**Your instructions:** Work out how many lines in the material beneath contain "halo". Give only that number.

**Given information:**
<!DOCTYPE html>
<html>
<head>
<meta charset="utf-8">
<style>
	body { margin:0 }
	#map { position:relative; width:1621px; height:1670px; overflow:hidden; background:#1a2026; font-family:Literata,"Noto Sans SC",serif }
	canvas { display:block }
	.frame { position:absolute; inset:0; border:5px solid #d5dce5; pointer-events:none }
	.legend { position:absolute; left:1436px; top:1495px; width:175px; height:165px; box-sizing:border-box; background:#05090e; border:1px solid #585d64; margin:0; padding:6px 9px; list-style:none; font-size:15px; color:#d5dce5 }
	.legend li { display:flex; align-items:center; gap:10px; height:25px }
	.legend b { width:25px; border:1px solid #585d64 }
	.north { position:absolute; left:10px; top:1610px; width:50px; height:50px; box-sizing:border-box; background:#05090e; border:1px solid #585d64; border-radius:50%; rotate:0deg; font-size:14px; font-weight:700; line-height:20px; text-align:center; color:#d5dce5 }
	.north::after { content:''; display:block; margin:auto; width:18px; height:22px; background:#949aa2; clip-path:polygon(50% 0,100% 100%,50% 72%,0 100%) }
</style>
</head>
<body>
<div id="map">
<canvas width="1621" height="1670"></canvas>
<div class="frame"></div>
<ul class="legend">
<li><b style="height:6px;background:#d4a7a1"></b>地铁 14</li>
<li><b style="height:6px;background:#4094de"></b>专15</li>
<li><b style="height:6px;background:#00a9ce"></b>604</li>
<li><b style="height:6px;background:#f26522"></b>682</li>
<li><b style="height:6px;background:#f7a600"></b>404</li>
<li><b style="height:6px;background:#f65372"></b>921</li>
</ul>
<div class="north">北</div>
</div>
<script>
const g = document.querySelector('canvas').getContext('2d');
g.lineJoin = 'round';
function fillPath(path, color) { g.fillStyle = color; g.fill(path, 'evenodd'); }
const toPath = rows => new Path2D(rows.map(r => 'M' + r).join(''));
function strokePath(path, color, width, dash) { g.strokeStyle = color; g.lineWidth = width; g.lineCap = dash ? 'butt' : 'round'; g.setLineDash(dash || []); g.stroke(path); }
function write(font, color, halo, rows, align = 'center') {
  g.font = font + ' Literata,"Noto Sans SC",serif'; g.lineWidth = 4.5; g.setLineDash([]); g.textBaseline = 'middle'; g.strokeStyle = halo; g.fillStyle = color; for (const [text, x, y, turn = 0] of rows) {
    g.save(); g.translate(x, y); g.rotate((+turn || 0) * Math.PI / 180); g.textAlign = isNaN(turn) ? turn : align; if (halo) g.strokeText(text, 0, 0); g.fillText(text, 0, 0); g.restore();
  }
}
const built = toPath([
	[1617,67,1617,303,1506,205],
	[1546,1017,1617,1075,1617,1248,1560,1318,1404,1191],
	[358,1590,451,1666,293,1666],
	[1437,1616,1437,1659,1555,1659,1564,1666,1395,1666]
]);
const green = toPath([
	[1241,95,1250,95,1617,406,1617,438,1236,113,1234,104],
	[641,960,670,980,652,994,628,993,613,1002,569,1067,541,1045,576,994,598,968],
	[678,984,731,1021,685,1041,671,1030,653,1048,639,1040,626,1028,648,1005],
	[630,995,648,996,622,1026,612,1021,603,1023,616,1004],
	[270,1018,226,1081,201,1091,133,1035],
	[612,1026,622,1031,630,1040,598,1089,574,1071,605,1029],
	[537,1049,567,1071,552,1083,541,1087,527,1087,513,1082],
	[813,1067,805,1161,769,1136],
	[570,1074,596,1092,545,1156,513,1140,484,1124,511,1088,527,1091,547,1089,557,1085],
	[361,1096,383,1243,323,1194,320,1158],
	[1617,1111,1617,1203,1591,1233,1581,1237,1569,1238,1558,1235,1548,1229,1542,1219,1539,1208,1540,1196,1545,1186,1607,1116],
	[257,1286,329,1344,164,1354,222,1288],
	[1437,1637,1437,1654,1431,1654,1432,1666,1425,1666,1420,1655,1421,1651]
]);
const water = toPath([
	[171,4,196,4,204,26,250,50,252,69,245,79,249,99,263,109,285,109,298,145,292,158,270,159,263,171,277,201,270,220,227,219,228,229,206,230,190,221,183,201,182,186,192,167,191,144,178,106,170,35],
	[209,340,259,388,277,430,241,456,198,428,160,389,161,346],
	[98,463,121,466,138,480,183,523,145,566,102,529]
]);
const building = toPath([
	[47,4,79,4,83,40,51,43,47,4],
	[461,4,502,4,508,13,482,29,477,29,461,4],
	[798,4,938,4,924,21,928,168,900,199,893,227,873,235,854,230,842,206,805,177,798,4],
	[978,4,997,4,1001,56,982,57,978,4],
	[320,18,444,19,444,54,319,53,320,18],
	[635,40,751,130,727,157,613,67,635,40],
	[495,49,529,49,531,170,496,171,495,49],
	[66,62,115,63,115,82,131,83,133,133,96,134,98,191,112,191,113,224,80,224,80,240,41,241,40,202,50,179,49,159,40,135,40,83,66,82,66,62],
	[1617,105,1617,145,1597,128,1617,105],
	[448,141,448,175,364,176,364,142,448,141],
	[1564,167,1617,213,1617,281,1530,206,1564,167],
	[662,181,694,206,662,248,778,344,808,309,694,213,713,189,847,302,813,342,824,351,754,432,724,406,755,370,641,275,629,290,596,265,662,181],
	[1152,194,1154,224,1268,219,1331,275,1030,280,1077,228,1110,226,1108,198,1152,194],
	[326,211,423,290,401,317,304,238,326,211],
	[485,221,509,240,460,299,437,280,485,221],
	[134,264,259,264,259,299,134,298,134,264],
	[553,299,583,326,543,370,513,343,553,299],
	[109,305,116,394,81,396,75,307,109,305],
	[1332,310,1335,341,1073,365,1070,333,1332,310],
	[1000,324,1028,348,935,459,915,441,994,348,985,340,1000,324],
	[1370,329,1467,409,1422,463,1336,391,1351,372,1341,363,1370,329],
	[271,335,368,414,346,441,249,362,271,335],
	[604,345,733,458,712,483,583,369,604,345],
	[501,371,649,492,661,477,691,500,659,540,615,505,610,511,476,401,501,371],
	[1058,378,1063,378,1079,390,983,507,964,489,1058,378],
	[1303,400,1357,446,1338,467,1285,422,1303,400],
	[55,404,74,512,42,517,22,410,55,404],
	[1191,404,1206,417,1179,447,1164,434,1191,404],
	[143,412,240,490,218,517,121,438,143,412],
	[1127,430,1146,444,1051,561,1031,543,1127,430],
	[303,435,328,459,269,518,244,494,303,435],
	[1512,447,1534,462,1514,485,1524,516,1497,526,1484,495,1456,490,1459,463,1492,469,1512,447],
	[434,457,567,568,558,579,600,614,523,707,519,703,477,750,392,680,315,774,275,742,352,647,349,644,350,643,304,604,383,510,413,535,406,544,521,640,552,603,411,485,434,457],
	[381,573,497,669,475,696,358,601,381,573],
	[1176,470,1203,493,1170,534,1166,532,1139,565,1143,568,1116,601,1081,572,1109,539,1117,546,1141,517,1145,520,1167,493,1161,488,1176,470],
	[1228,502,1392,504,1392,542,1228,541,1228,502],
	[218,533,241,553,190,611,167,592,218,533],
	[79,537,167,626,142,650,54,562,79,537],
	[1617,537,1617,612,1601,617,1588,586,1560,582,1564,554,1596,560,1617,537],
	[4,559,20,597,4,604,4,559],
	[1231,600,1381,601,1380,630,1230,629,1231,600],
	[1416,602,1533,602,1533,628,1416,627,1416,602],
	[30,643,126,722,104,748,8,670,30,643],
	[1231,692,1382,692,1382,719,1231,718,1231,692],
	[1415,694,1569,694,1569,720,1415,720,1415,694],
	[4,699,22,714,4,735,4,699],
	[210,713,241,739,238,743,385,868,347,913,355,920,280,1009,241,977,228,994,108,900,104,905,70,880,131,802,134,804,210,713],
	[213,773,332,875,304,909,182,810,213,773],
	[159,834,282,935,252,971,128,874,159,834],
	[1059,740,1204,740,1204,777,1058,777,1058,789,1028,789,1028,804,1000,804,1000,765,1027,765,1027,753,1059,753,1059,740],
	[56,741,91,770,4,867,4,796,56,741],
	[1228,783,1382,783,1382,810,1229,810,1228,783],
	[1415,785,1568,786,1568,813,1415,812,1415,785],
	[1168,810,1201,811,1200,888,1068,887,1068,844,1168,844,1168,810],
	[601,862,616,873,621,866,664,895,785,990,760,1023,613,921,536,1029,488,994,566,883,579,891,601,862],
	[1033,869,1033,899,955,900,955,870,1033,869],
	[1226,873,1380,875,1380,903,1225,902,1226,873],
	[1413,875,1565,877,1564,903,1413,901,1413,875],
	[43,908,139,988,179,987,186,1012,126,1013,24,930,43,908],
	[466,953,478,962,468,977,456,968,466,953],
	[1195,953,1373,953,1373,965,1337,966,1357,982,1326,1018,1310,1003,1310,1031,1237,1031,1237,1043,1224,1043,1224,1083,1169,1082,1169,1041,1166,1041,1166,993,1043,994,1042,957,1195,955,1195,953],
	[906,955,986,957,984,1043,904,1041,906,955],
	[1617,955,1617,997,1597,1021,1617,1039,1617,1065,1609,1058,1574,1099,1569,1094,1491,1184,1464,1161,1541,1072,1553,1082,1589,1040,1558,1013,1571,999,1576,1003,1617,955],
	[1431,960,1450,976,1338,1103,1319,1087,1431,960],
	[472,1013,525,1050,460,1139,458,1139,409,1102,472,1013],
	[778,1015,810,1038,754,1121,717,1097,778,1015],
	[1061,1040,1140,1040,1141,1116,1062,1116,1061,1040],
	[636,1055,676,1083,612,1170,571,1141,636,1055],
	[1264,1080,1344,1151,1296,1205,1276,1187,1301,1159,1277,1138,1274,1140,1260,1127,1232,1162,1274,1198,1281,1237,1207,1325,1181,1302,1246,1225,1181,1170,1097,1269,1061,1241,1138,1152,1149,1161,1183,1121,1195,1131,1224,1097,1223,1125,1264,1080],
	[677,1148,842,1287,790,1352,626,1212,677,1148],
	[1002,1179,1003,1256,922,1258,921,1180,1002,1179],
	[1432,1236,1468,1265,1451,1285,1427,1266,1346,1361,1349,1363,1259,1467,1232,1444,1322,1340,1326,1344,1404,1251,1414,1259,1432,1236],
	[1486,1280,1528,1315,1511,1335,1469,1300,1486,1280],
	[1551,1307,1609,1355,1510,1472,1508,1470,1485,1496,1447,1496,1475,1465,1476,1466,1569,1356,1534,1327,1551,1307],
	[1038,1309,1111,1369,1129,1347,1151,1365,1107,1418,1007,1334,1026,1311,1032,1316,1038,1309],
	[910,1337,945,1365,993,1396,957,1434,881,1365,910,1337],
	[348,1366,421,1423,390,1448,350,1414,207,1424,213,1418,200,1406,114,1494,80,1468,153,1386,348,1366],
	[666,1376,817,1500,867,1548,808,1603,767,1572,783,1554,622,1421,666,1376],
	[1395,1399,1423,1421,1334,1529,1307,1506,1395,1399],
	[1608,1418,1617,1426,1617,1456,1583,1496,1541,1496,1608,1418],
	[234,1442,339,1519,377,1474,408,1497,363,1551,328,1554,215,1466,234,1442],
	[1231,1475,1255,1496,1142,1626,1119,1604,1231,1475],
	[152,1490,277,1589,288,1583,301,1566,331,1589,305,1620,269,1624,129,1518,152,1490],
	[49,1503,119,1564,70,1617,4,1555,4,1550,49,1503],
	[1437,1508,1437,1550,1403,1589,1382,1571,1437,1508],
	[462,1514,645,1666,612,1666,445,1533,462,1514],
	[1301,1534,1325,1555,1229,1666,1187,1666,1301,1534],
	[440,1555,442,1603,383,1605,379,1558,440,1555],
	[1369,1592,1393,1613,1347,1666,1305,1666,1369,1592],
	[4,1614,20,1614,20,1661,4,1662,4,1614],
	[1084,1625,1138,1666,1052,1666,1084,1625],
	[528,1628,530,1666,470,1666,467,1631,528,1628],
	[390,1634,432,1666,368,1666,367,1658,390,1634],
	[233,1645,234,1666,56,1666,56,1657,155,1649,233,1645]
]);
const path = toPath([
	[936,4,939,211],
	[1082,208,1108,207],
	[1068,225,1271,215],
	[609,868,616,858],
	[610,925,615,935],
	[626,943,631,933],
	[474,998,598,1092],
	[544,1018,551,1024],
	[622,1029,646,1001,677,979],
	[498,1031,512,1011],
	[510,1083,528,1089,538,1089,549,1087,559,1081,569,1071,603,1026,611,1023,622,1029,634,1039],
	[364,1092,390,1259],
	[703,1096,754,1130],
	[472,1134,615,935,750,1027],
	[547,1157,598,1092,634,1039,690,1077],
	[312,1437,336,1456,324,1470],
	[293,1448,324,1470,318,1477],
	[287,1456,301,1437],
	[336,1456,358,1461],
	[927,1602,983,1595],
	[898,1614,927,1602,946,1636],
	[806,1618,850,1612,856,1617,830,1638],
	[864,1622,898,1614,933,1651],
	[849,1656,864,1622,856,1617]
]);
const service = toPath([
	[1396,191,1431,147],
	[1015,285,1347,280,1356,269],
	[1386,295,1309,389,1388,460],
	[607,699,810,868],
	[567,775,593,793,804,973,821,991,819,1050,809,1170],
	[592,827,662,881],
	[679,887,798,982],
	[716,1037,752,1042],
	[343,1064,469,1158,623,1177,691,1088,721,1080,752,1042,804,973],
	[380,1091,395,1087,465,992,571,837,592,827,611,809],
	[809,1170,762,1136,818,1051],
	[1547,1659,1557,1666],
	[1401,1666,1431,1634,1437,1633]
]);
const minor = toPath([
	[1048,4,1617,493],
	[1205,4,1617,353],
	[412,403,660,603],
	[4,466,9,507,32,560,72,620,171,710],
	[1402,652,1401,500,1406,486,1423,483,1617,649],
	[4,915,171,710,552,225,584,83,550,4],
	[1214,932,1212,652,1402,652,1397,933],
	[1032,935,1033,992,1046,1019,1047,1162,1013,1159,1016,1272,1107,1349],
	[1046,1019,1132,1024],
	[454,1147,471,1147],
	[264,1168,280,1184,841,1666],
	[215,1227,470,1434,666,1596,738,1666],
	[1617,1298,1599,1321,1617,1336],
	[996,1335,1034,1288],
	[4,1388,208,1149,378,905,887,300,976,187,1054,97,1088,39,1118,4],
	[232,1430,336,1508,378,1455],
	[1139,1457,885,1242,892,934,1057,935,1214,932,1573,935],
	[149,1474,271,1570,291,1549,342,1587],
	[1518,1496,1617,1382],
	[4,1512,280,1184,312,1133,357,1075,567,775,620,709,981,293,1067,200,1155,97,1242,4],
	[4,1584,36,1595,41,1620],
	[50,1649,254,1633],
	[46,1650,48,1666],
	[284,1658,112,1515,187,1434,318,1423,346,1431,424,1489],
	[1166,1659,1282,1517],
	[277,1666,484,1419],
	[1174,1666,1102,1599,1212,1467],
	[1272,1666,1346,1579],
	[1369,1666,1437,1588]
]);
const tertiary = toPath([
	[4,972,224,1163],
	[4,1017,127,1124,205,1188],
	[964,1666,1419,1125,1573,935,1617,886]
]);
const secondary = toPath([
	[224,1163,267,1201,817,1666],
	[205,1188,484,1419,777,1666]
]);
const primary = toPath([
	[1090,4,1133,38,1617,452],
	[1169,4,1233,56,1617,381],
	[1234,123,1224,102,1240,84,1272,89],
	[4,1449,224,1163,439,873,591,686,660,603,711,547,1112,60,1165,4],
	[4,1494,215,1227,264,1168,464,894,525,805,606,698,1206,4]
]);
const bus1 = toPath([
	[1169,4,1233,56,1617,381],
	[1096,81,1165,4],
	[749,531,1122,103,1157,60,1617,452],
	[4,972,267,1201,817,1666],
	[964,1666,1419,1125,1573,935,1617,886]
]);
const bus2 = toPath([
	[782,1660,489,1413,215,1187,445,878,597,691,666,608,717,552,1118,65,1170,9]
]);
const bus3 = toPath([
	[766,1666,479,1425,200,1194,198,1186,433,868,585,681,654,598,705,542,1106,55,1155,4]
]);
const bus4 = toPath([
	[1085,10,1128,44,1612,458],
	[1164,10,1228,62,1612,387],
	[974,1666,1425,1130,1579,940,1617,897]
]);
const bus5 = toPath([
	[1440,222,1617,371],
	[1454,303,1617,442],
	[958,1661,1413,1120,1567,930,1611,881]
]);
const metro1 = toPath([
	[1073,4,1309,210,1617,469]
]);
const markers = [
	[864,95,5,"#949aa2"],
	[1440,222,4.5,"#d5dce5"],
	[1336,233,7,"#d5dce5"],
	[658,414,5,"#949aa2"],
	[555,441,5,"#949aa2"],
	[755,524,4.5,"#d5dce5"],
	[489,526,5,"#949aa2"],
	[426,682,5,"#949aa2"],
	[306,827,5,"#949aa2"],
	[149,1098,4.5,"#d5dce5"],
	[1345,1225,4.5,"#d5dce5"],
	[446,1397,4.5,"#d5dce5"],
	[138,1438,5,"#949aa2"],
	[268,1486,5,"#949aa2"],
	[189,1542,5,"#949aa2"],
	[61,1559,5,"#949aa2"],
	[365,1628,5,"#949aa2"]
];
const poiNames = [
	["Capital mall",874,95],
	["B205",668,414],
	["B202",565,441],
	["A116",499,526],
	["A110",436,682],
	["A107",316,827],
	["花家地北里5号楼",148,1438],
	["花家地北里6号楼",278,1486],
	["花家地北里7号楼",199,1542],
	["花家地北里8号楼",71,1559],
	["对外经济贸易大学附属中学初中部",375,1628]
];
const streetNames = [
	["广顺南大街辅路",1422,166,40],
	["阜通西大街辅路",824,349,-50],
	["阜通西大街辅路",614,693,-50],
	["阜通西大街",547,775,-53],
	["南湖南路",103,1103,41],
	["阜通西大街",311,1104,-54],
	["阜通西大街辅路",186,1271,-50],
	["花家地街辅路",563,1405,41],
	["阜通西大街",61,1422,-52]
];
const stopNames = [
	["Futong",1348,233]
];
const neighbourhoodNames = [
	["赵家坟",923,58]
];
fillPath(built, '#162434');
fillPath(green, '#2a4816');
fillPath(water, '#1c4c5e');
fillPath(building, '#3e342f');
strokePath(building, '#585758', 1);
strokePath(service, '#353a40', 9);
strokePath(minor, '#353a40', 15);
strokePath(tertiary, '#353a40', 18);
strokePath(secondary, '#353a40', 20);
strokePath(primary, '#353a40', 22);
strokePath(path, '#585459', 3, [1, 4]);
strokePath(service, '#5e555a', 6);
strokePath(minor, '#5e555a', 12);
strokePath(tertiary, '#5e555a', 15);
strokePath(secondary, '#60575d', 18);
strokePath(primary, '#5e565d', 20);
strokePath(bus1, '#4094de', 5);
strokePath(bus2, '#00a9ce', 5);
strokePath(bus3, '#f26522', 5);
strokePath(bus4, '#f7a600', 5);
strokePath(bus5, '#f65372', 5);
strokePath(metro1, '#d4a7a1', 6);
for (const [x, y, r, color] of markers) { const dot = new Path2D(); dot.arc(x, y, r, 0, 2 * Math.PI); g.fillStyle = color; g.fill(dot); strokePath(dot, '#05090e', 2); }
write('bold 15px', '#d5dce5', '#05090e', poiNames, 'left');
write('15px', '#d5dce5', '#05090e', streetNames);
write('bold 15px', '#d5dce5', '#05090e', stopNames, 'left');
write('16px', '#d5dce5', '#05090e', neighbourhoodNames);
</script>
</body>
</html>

**Solution for this task:** 3